Whatever pictures appear, omit them, and repeat the data below exactly.

Stored items
---

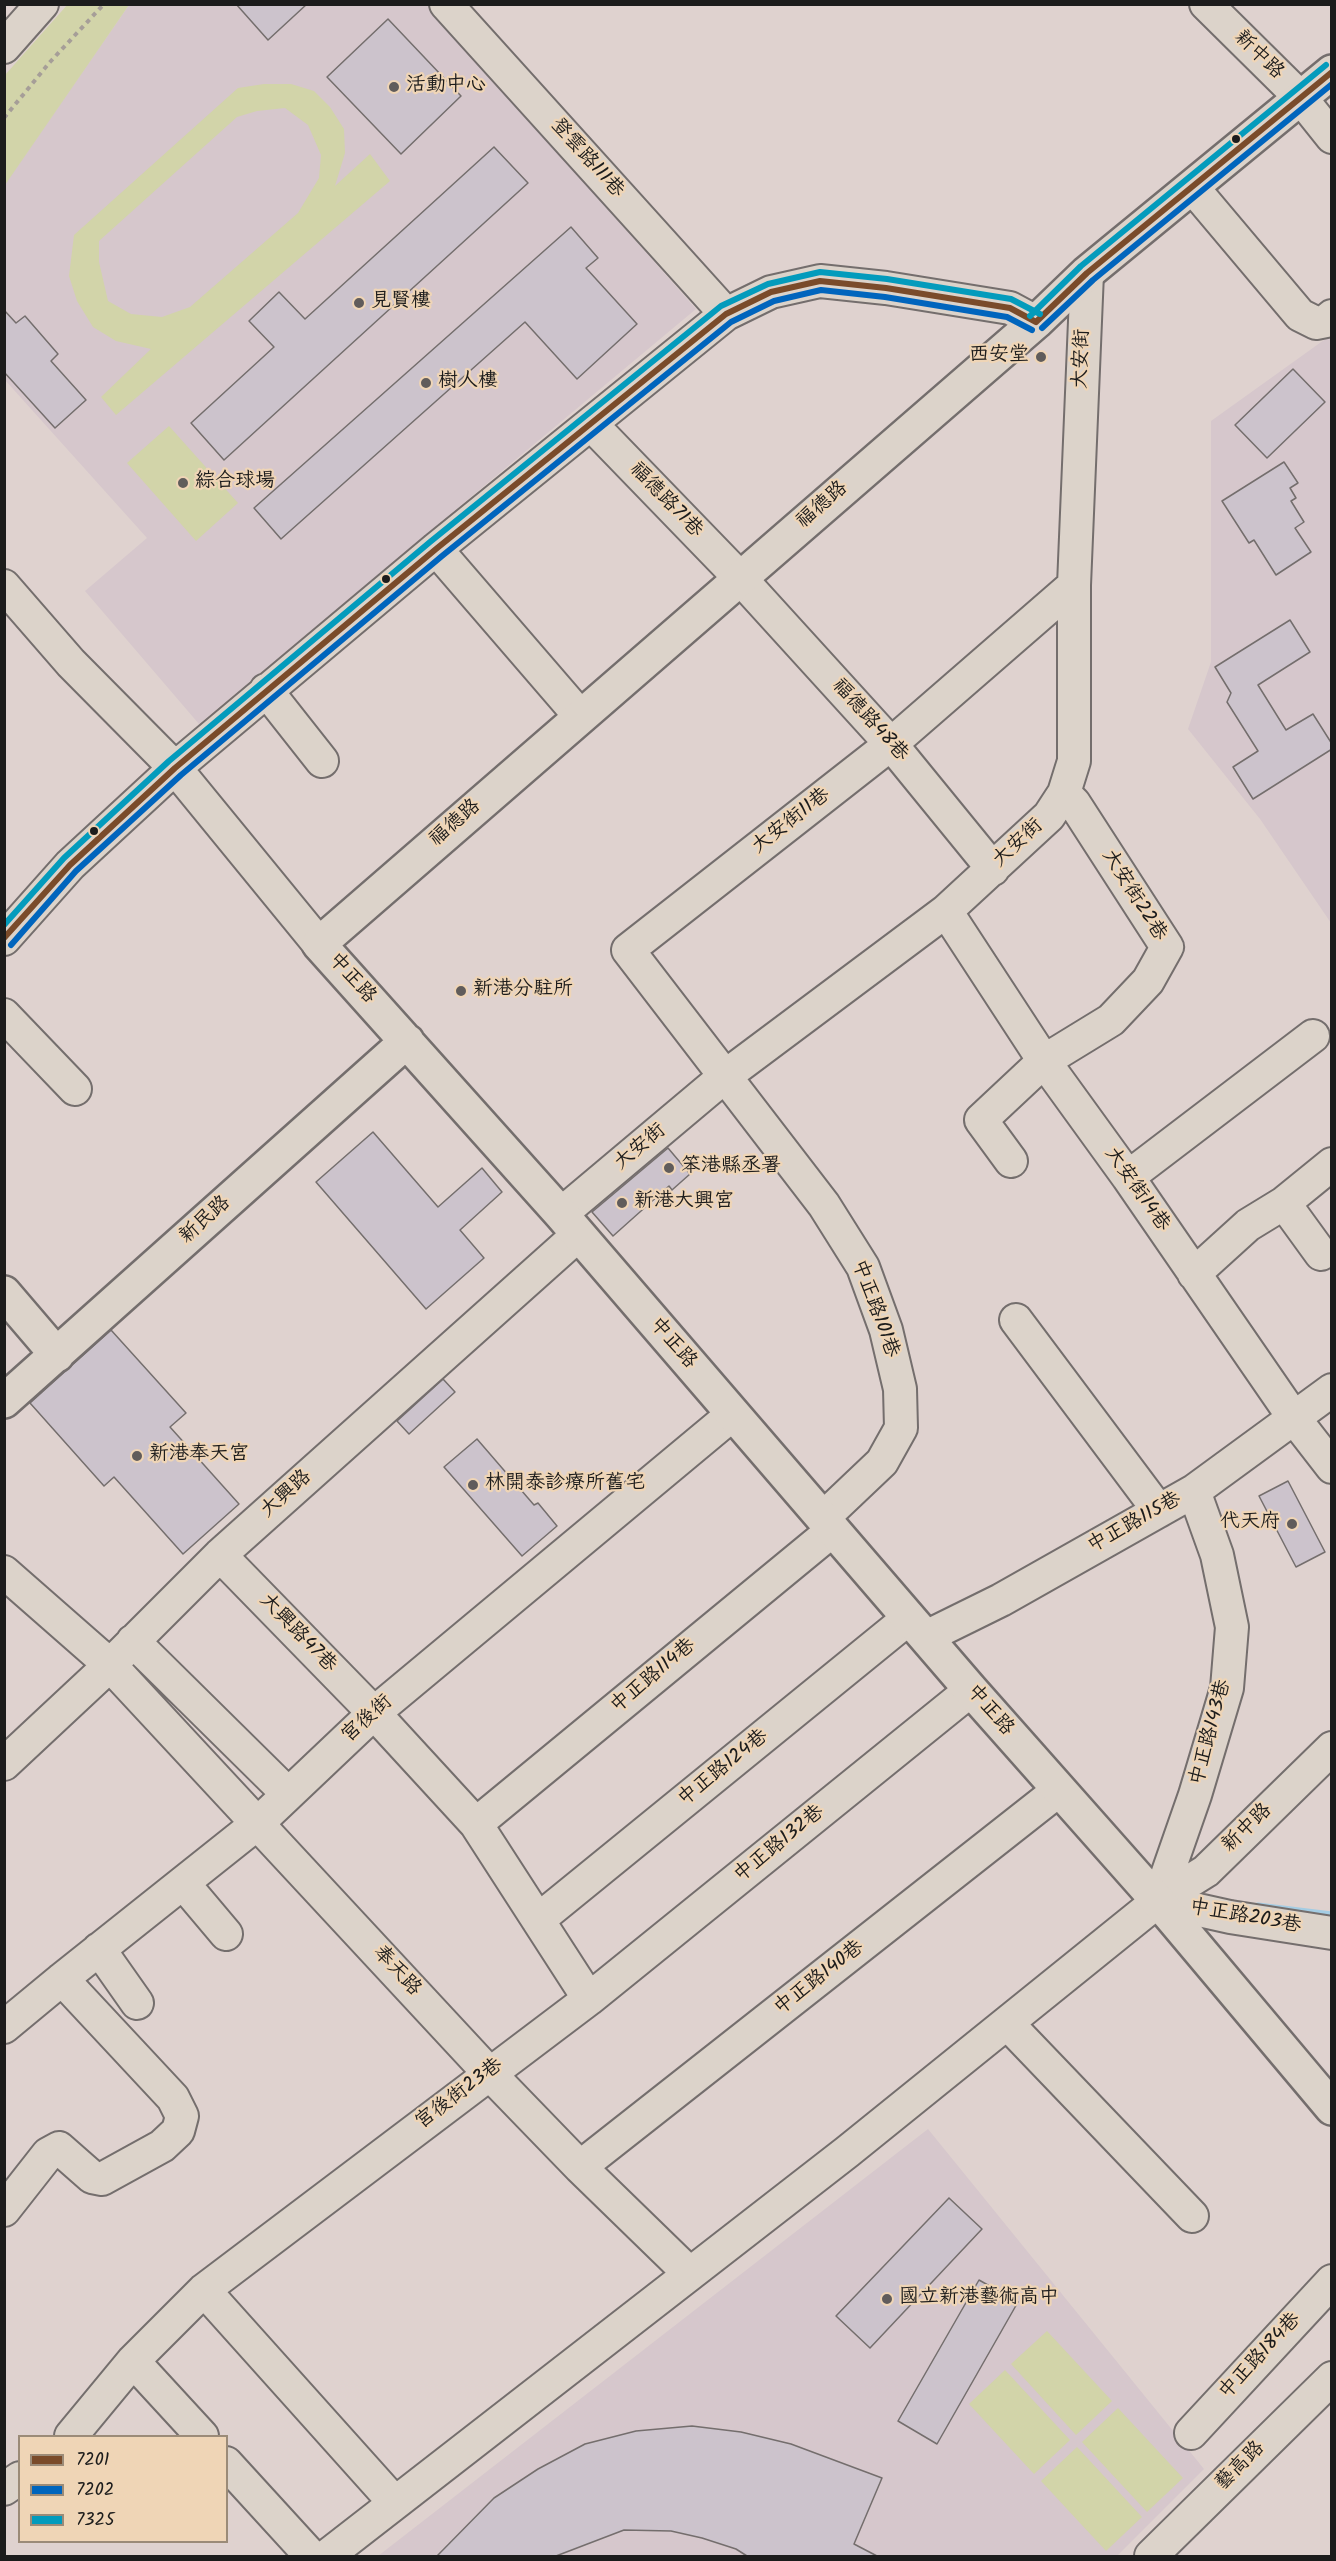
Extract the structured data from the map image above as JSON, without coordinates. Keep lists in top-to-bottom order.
{
  "streets": {
    "main road": ["福德路", "中正路", "新民路"],
    "street": [
      "新中路",
      "登雲路111巷",
      "大安街",
      "福德路71巷",
      "福德路48巷",
      "大安街11巷",
      "大安街22巷",
      "大安街14巷",
      "中正路101巷",
      "大興路",
      "中正路115巷",
      "大興路47巷",
      "中正路114巷",
      "宮後街",
      "中正路143巷",
      "中正路124巷",
      "中正路132巷",
      "中正路203巷",
      "奉天路",
      "中正路140巷",
      "宮後街23巷",
      "中正路184巷",
      "藝高路"
    ]
  },
  "crossings": [
    ["新中路", "福德路"],
    ["新中路", "中正路"],
    ["新中路", "中正路143巷"],
    ["新中路", "中正路203巷"],
    ["新中路", "奉天路"],
    ["大安街", "福德路"],
    ["大安街", "福德路48巷"],
    ["大安街", "大安街11巷"],
    ["大安街", "大安街22巷"],
    ["大安街", "中正路"],
    ["大安街", "大安街14巷"],
    ["大安街", "中正路101巷"],
    ["大安街", "大興路"],
    ["福德路71巷", "福德路"],
    ["福德路71巷", "福德路48巷"],
    ["福德路", "福德路48巷"],
    ["福德路", "中正路"],
    ["福德路48巷", "大安街11巷"],
    ["大安街11巷", "中正路101巷"],
    ["大安街22巷", "大安街14巷"],
    ["中正路", "新民路"],
    ["中正路", "中正路101巷"],
    ["中正路", "大興路"],
    ["中正路", "中正路115巷"],
    ["中正路", "中正路114巷"],
    ["中正路", "宮後街"],
    ["中正路", "中正路143巷"],
    ["中正路", "中正路124巷"],
    ["中正路", "中正路132巷"],
    ["中正路", "中正路203巷"],
    ["中正路", "中正路140巷"],
    ["大安街14巷", "中正路115巷"],
    ["中正路101巷", "中正路114巷"],
    ["大興路", "大興路47巷"],
    ["大興路", "奉天路"],
    ["中正路115巷", "中正路143巷"],
    ["中正路115巷", "中正路124巷"],
    ["大興路47巷", "宮後街"],
    ["宮後街", "奉天路"],
    ["中正路143巷", "中正路203巷"],
    ["中正路132巷", "宮後街23巷"],
    ["奉天路", "中正路140巷"],
    ["奉天路", "宮後街23巷"]
  ],
  "places": [
    "活動中心",
    "見賢樓",
    "西安堂",
    "樹人樓",
    "綜合球場",
    "新港分駐所",
    "笨港縣丞署",
    "新港大興宮",
    "新港奉天宮",
    "林開泰診療所舊宅",
    "代天府",
    "國立新港藝術高中"
  ],
  "lines": ["transit line 7325", "transit line 7201", "transit line 7202"],
  "legend": ["7201", "7202", "7325"]
}
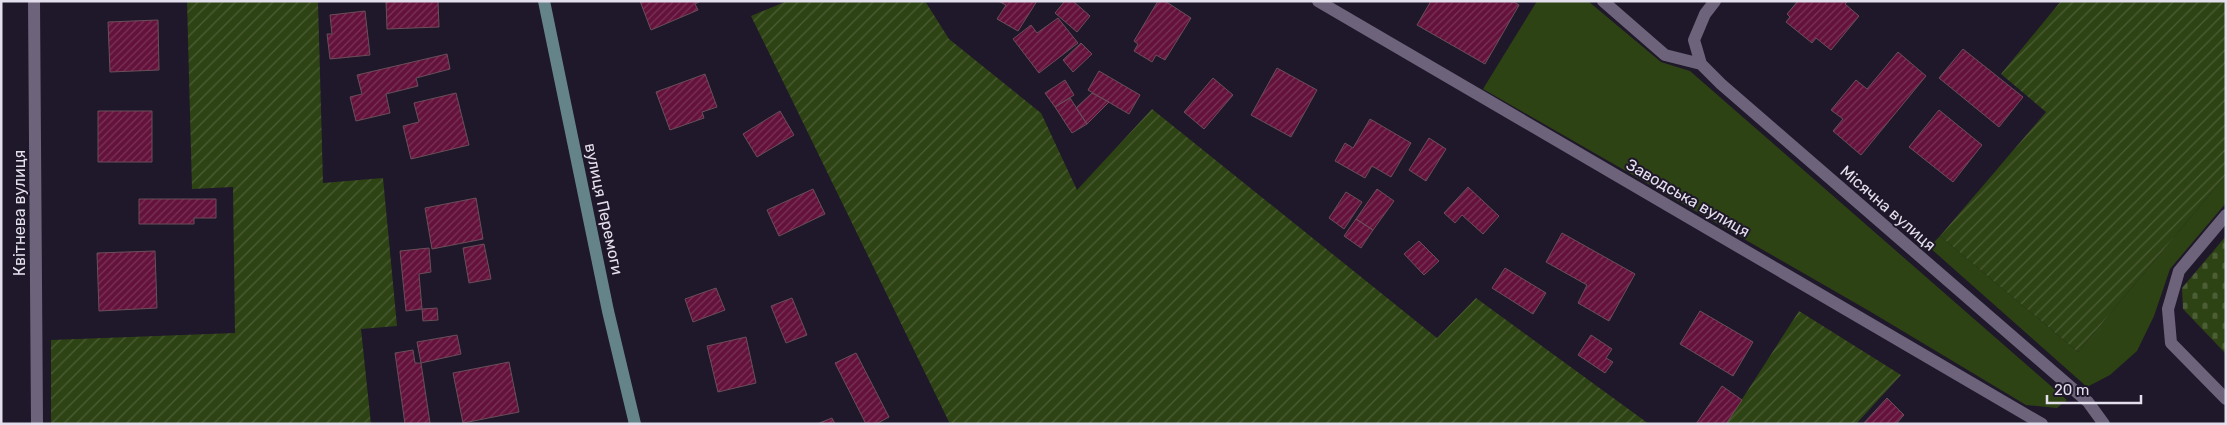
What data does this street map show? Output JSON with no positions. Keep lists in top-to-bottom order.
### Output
{
  "streets": {
    "main road": ["вулиця Перемоги"],
    "street": ["Заводська вулиця", "Місячна вулиця", "Квітнева вулиця"]
  },
  "scale_bar": "20 m"
}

---

## Expected answer:
Extract the structured data from the map image above as JSON, without coordinates. Keep lists in top-to-bottom order.
{
  "streets": {
    "main road": ["福德路", "中正路", "新民路"],
    "street": [
      "新中路",
      "登雲路111巷",
      "大安街",
      "福德路71巷",
      "福德路48巷",
      "大安街11巷",
      "大安街22巷",
      "大安街14巷",
      "中正路101巷",
      "大興路",
      "中正路115巷",
      "大興路47巷",
      "中正路114巷",
      "宮後街",
      "中正路143巷",
      "中正路124巷",
      "中正路132巷",
      "中正路203巷",
      "奉天路",
      "中正路140巷",
      "宮後街23巷",
      "中正路184巷",
      "藝高路"
    ]
  },
  "crossings": [
    ["新中路", "福德路"],
    ["新中路", "中正路"],
    ["新中路", "中正路143巷"],
    ["新中路", "中正路203巷"],
    ["新中路", "奉天路"],
    ["大安街", "福德路"],
    ["大安街", "福德路48巷"],
    ["大安街", "大安街11巷"],
    ["大安街", "大安街22巷"],
    ["大安街", "中正路"],
    ["大安街", "大安街14巷"],
    ["大安街", "中正路101巷"],
    ["大安街", "大興路"],
    ["福德路71巷", "福德路"],
    ["福德路71巷", "福德路48巷"],
    ["福德路", "福德路48巷"],
    ["福德路", "中正路"],
    ["福德路48巷", "大安街11巷"],
    ["大安街11巷", "中正路101巷"],
    ["大安街22巷", "大安街14巷"],
    ["中正路", "新民路"],
    ["中正路", "中正路101巷"],
    ["中正路", "大興路"],
    ["中正路", "中正路115巷"],
    ["中正路", "中正路114巷"],
    ["中正路", "宮後街"],
    ["中正路", "中正路143巷"],
    ["中正路", "中正路124巷"],
    ["中正路", "中正路132巷"],
    ["中正路", "中正路203巷"],
    ["中正路", "中正路140巷"],
    ["大安街14巷", "中正路115巷"],
    ["中正路101巷", "中正路114巷"],
    ["大興路", "大興路47巷"],
    ["大興路", "奉天路"],
    ["中正路115巷", "中正路143巷"],
    ["中正路115巷", "中正路124巷"],
    ["大興路47巷", "宮後街"],
    ["宮後街", "奉天路"],
    ["中正路143巷", "中正路203巷"],
    ["中正路132巷", "宮後街23巷"],
    ["奉天路", "中正路140巷"],
    ["奉天路", "宮後街23巷"]
  ],
  "places": [
    "活動中心",
    "見賢樓",
    "西安堂",
    "樹人樓",
    "綜合球場",
    "新港分駐所",
    "笨港縣丞署",
    "新港大興宮",
    "新港奉天宮",
    "林開泰診療所舊宅",
    "代天府",
    "國立新港藝術高中"
  ],
  "lines": ["transit line 7325", "transit line 7201", "transit line 7202"],
  "legend": ["7201", "7202", "7325"]
}
What data does this street map show? Output JSON with no positions. Keep lists in top-to-bottom order.
### Output
{
  "streets": {
    "main road": ["вулиця Перемоги"],
    "street": ["Заводська вулиця", "Місячна вулиця", "Квітнева вулиця"]
  },
  "scale_bar": "20 m"
}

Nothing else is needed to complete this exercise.